France's La Poste prepares for battle

A recent report to the French Senate on the state of La Poste made depressing reading.

In 1996, it said, the German and French post offices had been more or less on a par. Eight years later, the turnover of the German post office was double that of France's; its profits were eight times bigger, and internal investment was three times as high.

On top of that, the quality of the German service was improving, with a next-day delivery rate of 90per cent, compared to 75per cent in France.

The difference, of course, was that Germany had privatised and reformed its postal service, while France's venerable public institution, complete with 330,000 staff and 17,000 bureaux, had stayed stock still.

"La Poste remains fixated on the era of the monopoly," the Senate report thundered. "Its unique status… served as a fig-leaf for inertia, instead of being a goad to modernisation, which is the only way to survive."

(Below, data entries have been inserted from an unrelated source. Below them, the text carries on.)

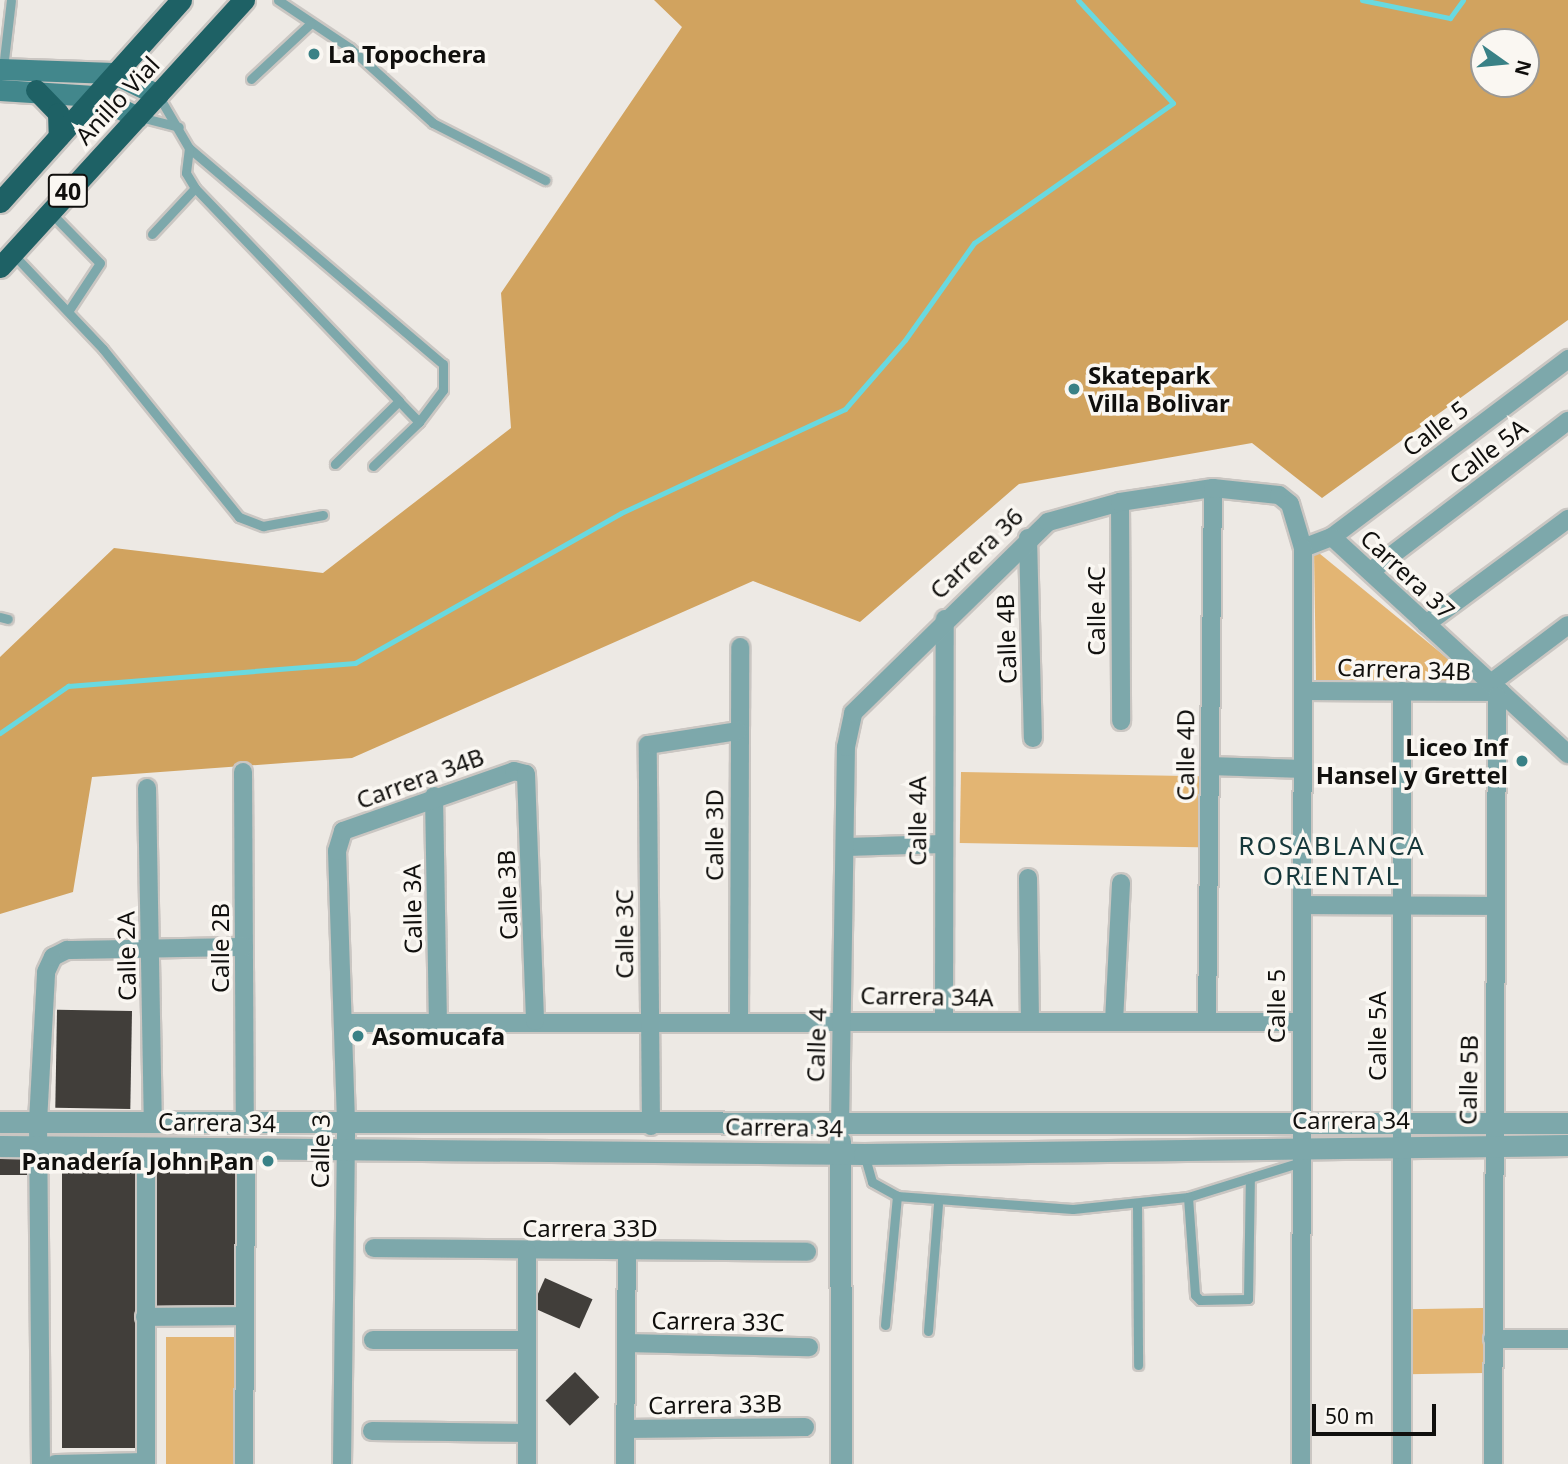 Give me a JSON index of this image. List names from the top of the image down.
{
  "streets": {
    "highway": ["Anillo Vial", "40"],
    "street": [
      "Calle 5",
      "Calle 5A",
      "Carrera 36",
      "Carrera 37",
      "Calle 4C",
      "Calle 4B",
      "Carrera 34B",
      "Calle 4D",
      "Calle 4A",
      "Calle 3D",
      "Calle 3B",
      "Calle 3A",
      "Calle 3C",
      "Calle 2B",
      "Calle 2A",
      "Carrera 34A",
      "Calle 4",
      "Calle 5B",
      "Carrera 34",
      "Calle 3",
      "Carrera 33D",
      "Carrera 33C",
      "Carrera 33B"
    ]
  },
  "crossings": [
    ["Calle 5", "Carrera 37"],
    ["Calle 5", "Carrera 34B"],
    ["Calle 5", "Carrera 34A"],
    ["Calle 5", "Carrera 34"],
    ["Calle 5A", "Carrera 37"],
    ["Calle 5A", "Carrera 34B"],
    ["Calle 5A", "Carrera 34"],
    ["Carrera 36", "Calle 4C"],
    ["Carrera 36", "Calle 4B"],
    ["Carrera 36", "Calle 4D"],
    ["Carrera 36", "Calle 4A"],
    ["Carrera 36", "Calle 4"],
    ["Carrera 37", "Carrera 34B"],
    ["Carrera 37", "Calle 5B"],
    ["Carrera 34B", "Calle 3B"],
    ["Carrera 34B", "Calle 3A"],
    ["Carrera 34B", "Calle 5B"],
    ["Carrera 34B", "Calle 3"],
    ["Calle 4D", "Carrera 34A"],
    ["Calle 4A", "Carrera 34A"],
    ["Calle 3D", "Calle 3C"],
    ["Calle 3D", "Carrera 34A"],
    ["Calle 3B", "Carrera 34A"],
    ["Calle 3A", "Carrera 34A"],
    ["Calle 3C", "Carrera 34A"],
    ["Calle 3C", "Carrera 34"],
    ["Calle 2B", "Carrera 34"],
    ["Calle 2A", "Carrera 34"],
    ["Carrera 34A", "Calle 4"],
    ["Carrera 34A", "Calle 3"],
    ["Calle 4", "Carrera 34"],
    ["Calle 5B", "Carrera 34"],
    ["Carrera 34", "Calle 3"]
  ],
  "districts": ["ROSABLANCA ORIENTAL"],
  "places": [
    "La Topochera",
    "Skatepark Villa Bolivar",
    "Liceo Inf Hansel y Grettel",
    "Asomucafa",
    "Panadería John Pan"
  ],
  "scale_bar": "50 m",
  "north": "right"
} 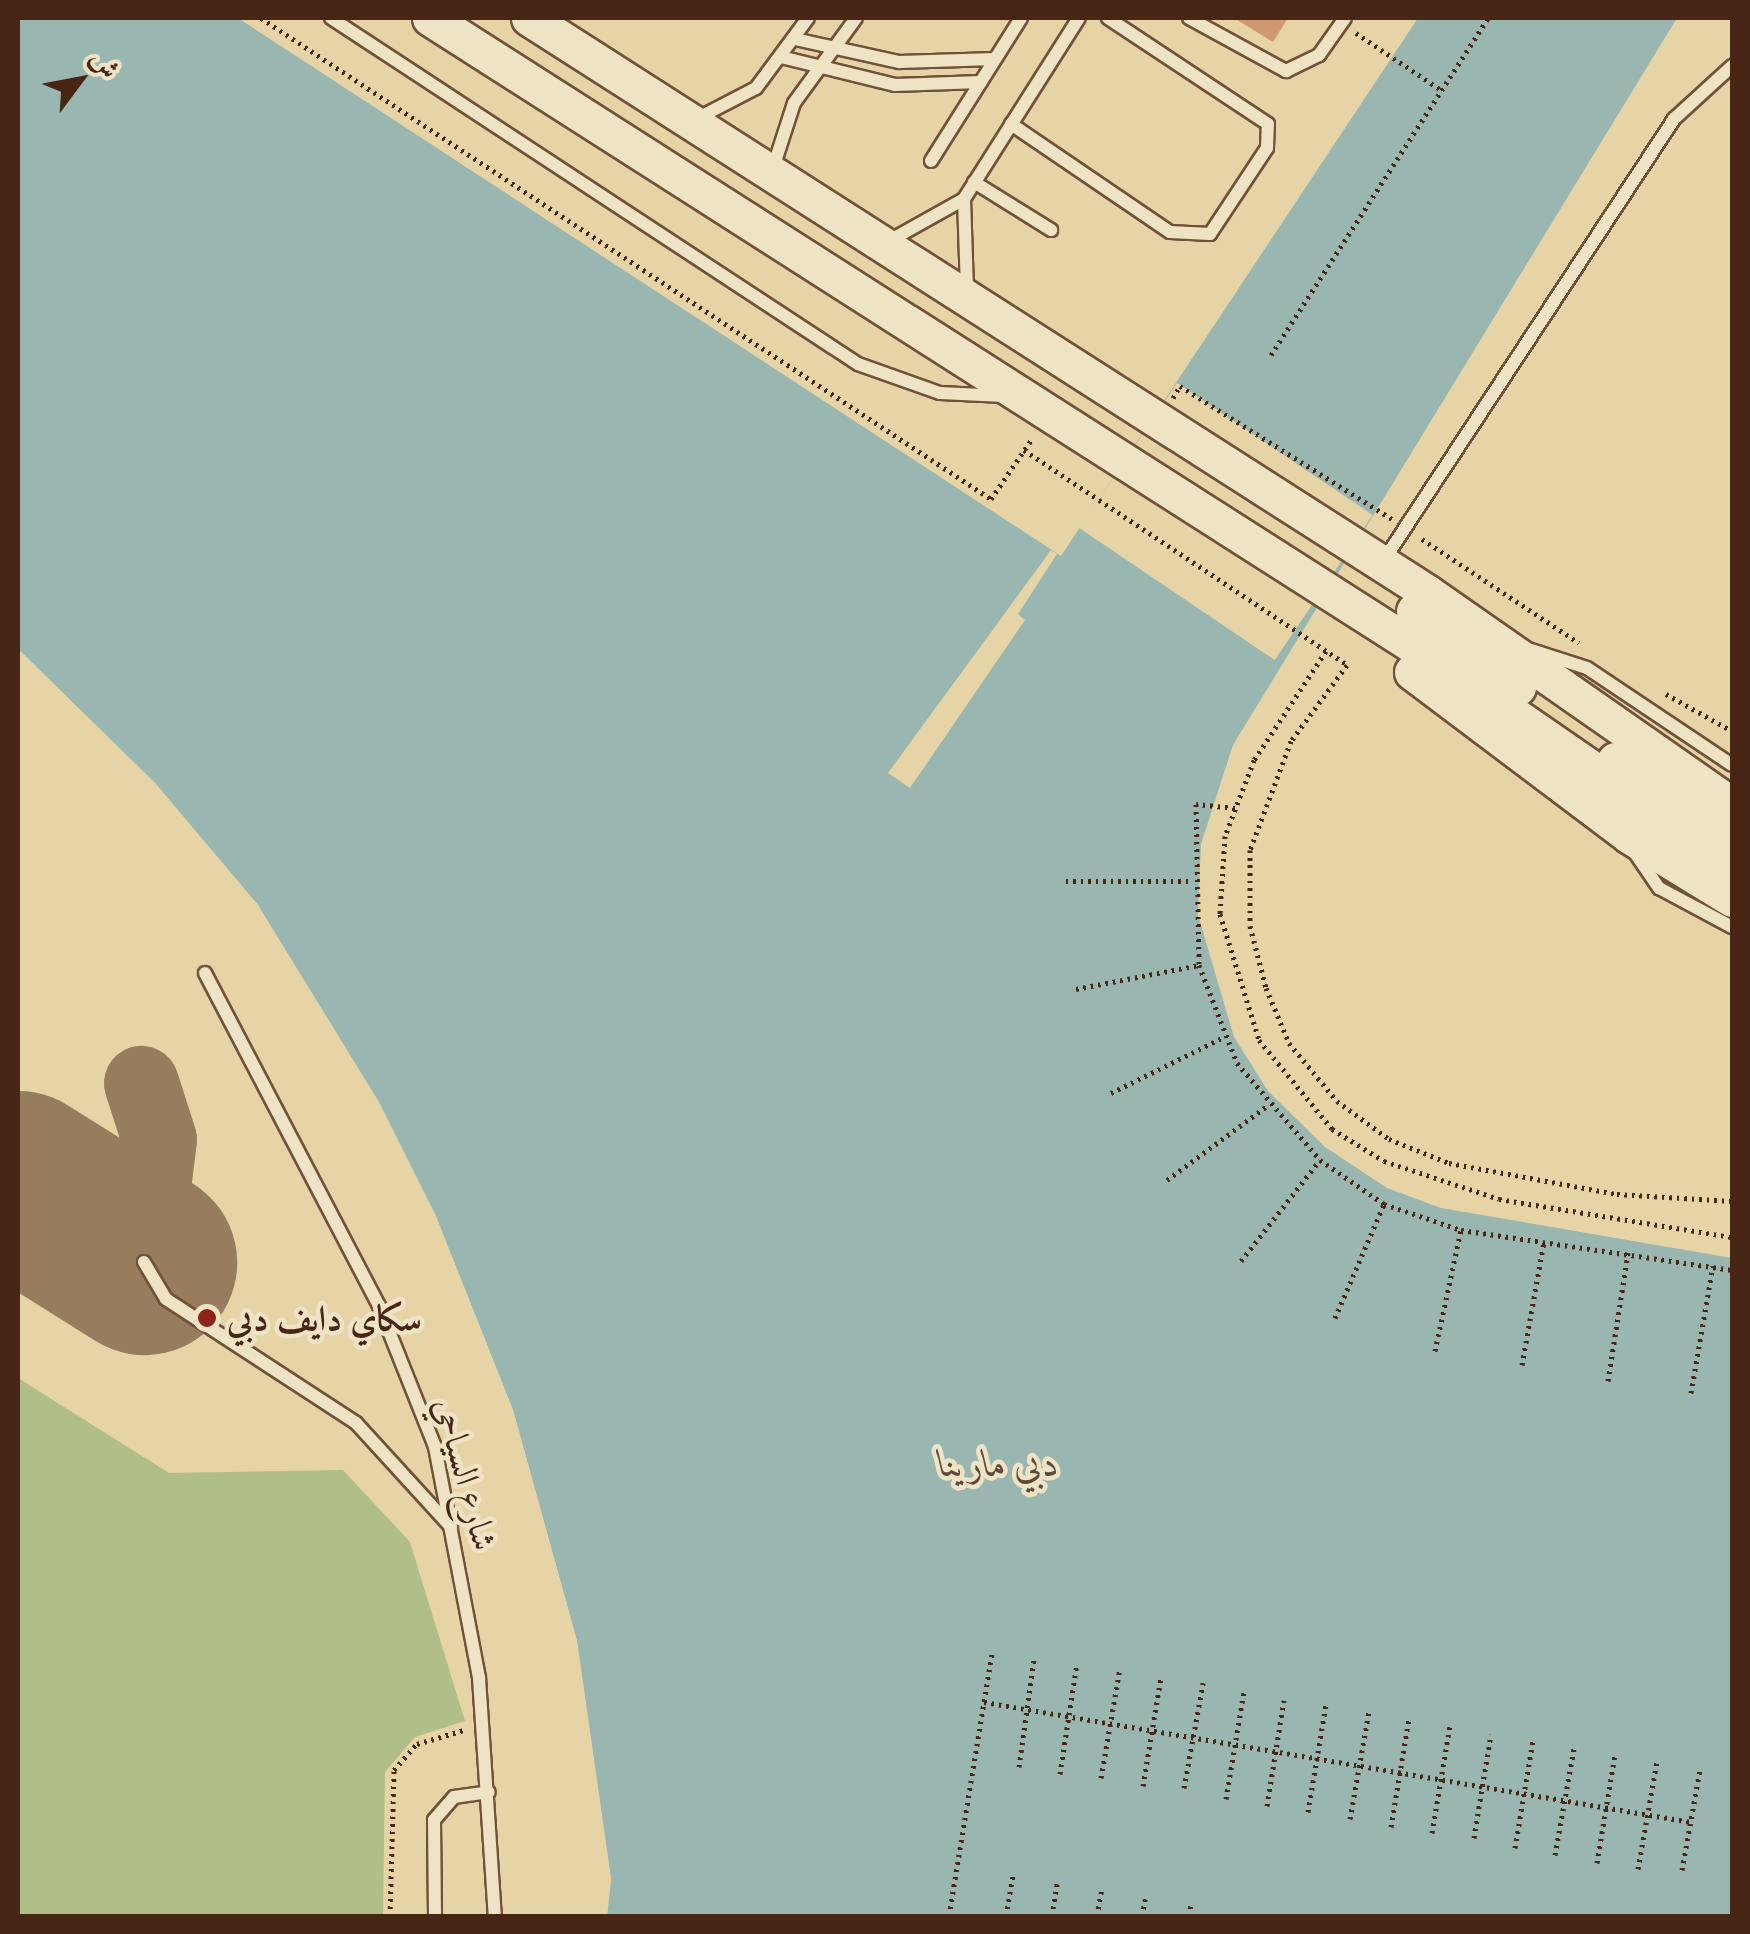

As the spectre of full-scale EU liberalisation of postal services begins to loom, there is a mounting realisation in France that reform has to come – and fast.

After a century as the country's sole distributor of letters and parcels, La Poste is suddenly facing a ghastly double whammy: On the one hand, the steady replacement of paper post with the electronic variety, and on the other the likelihood that in 2009 other more efficient operators will be moving on to its patch.

In the first half of this year – for the first time ever – the volume of mail carried by La Poste fell. And the enterprise is dangerously exposed because a vast amount of its profits are generated by a very small number of business clients.

According to the Senate report, a staggering third of La Poste's activity is conducted for just 80 clients. For these to switch to electronic mail – as for example the national health insurance scheme is increasingly doing – spells disaster.

At the same time, the EU looks set in the next few days to announce that from 2009 all letters – and not just those weighing more than 50g, as is the case today – can be handled by any operator in any country.

The French government is leading a rearguard action in Brussels, warning that "universal coverage" – the principle that the same service applies across every part of the country, no matter how remote – will be threatened by out-and-out liberalisation.

But the Commission looks unlikely to back down, especially as it already has La Poste in its sights on a number of other counts. Brussels wants to know, for example, why it is that the Banque Postale – the post office's banking subsidiary – has the sole right to issue the highly popular tax-free savings bonds called Livret A.

It wants the French government to remove the "state guarantee" which it extends to La Poste, allowing it an advantageous credit rating when it raises money on the markets. And the Commission says that the special pension system enjoyed by La Poste retirees also amounts to unfair competition, because the enterprise has been exempt from paying a large chunk of the otherwise compulsory social charges.

La Poste's traditionally militant trade unions are watching developments with dread – fearing job-losses, pay-cuts and the closure of hundreds of "unviable" bureaux. "Under the guise of opening up mail to competition… management's aim is to transform La Poste into a profitable company – all the better to privatise it," said the CGT union, calling for a day of strikes and demonstrations next month.

But everyone can see that change is coming. Last week La Poste's management unveiled a 700m euro (GBP470m) investment plan – designed to equip the company for the future. The 100,000 postmen and women are to have pocket computers and GPS monitors; there will be 12,000 bicycles with pivoting seats as well as 400 electronic bikes; and staff will take on other jobs like reading gas meters.
The message is clear: once again a French state mammoth is being prepared for the Brussels steeplechase.